James and I have been going toe to toe since 1994. Since then we have both won the national 200 fly 4 times, which is probably a fair barometer for who was having the better season. I think it has helped us in the past having two top ranked swimmers from the same country, we just have to make sure that we keep going forward.

We’ve seen you competing in events other than fly at recent championships – is this a definite aim to shift away from being a fly specialist? or does it just help to keep you interested?

I have always done a number of events which may have stemmed from my time in the states, where on any particular day the coach would ask me to fill in on events that I may be needed for. I enjoy racing other events but will keep the butterfly as my main focus for international competition.

Who is your favourite swimmer and why?

There is no particular swimmer I would call my favourite. Like all people in life there are certain traits I admire in many individuals.

You’re currently training as a development officer for the ASA. Do you ever get sick of swimming?

Not at all, I just saw this position as an opportunity for me to give something back to a sport that has been so good to me over the years. Working with the ASA has given me a better insight into the workings of a governing body, and hopefully I can give them some view points from an athlete’s perspective.

What are your goals for the rest of the year?

Although I have a strong idea of my goals for the rest of the year I never like to discuss them with others. Goals should be a personal achievement. Having said that gold medals are obviously in there, although James may have something to say about that!

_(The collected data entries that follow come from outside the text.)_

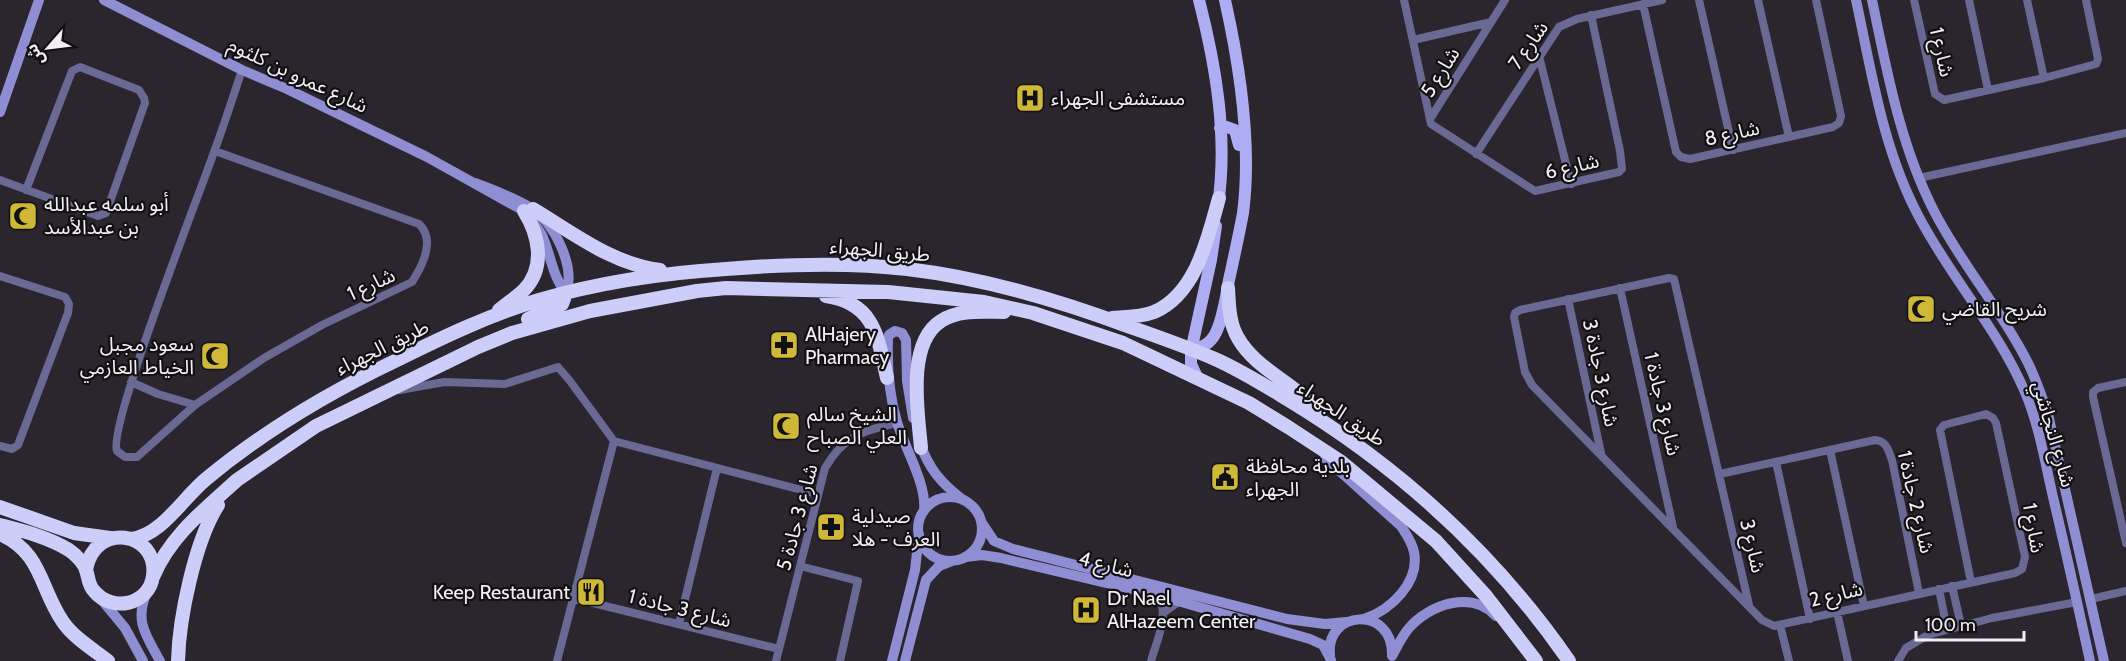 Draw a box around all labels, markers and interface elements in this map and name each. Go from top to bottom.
street label: شارع 7 [1503,16,1556,76]
north arrow [18,18,78,78]
street label: شارع 1 [1922,25,1959,80]
street label: شارع عمرو بن كلثوم [223,32,372,121]
text: ش [22,41,49,69]
street label: شارع 5 [1415,43,1467,103]
hospital icon: مستشفى الجهراء [1014,82,1046,114]
place label: مستشفى الجهراء [1051,86,1185,110]
street label: شارع 8 [1702,115,1762,153]
street label: شارع 6 [1543,148,1602,187]
place label: أبو سلمه عبدالله بن عبدالأسد [44,192,169,239]
mosque icon: أبو سلمه عبدالله بن عبدالأسد [7,200,39,232]
street label: طريق الجهراء [829,234,931,267]
street label: شارع 1 [343,263,400,308]
mosque icon: شريح القاضي [1905,293,1937,325]
place label: شريح القاضي [1942,297,2047,325]
street label: طريق الجهراء [331,314,433,381]
street label: شارع 3 جادة 3 [1575,317,1624,430]
place label: AlHajery Pharmacy [805,322,889,369]
pharmacy icon: AlHajery Pharmacy [768,329,800,361]
place label: سعود مجبل الخياط العازمي [80,332,194,383]
mosque icon: سعود مجبل الخياط العازمي [199,340,231,372]
street label: شارع 3 جادة 1 [1637,350,1687,459]
street label: طريق الجهراء [1293,375,1390,452]
street label: شارع النجاشي [2024,378,2081,491]
place label: الشيخ سالم العلي الصباح [807,402,907,453]
mosque icon: الشيخ سالم العلي الصباح [770,410,802,442]
street label: شارع 2 جادة 1 [1890,448,1939,556]
place label: بلدية محافظة الجهراء [1246,454,1350,501]
street label: شارع 3 جادة 5 [771,461,826,574]
public building icon: بلدية محافظة الجهراء [1209,461,1241,493]
street label: شارع 1 [2015,501,2050,555]
place label: صيدلية العرف - هلا [852,504,940,551]
pharmacy icon: صيدلية العرف - هلا [815,511,847,543]
street label: شارع 3 [1732,517,1771,576]
street label: شارع 4 [1076,546,1136,585]
restaurant icon: Keep Restaurant [575,576,607,608]
street label: شارع 2 [1807,576,1866,615]
place label: Keep Restaurant [433,580,570,604]
street label: شارع 3 جادة 1 [625,584,734,635]
place label: Dr Nael AlHazeem Center [1107,586,1256,633]
hospital icon: Dr Nael AlHazeem Center [1070,594,1102,626]
scale bar [1916,604,2024,642]
text: 100 m [1925,614,1976,636]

Do you agree with the selection policy for the European Short Course Championships which is skewed towards getting more youngsters into the team?

Absolutely, it will keep the old guys on their toes.

Do you enjoy racing or training best?

No contest. I am in this sport for the competing. I love putting myself on the line, determined not to be beaten. At the moment I am actually at the Goodwill Games where I am competing for the European team. My team mates include, Peter Van Den Hoogenband, Lars Froelander, Marcel Wouda, Inge de Bruin and many more. We are racing against teams from the US, Australia and a World All Star team.

Do you like to know what a training session is before you get in the water?

Dave Calleja always writes our sessions on computer and prints them out for us. So although we don’t know what were doing before we get to the pool, once there we can see the session in it’s entirety.

What do you drink from your sports bottle?

Fortunately, I am sponsored by PSP 22 which is ideal for training.

What percentage of your session is ‘legs only’?

15% approximately. Obviously very important for butterfly swimmers.

How much land work do you do? What sort of exercises and how often?

We have a comprehensive land training programme lead by Lars Humer, a New Zealander, who has recently been brought on board at Stockport Metro. We do weights, plyometrics, power training, comprehensive stretching, core strength work and medicine balls. We do some sort of land work everyday.

Do you ‘hate’ your coach sometimes?

Sometimes? I hate him all the time… No that’s not true it is important to have a good working relationship with your coach. If you both have the same goals and trust each other results will be achieved.

Do you also laugh with your coach?

Oh yes!

Has Bill Sweetenham had any impact on the way you train?

Bill has been a great asset to British swimming and although hasn’t directly affected my training he has been a very positive influence.

Finally, if you had one piece of advice for an up and coming fly swimmer what would it be?

Change event!!! Just playing. It is of paramount importance to get the basics correct in the early years. Technique, technique, technique.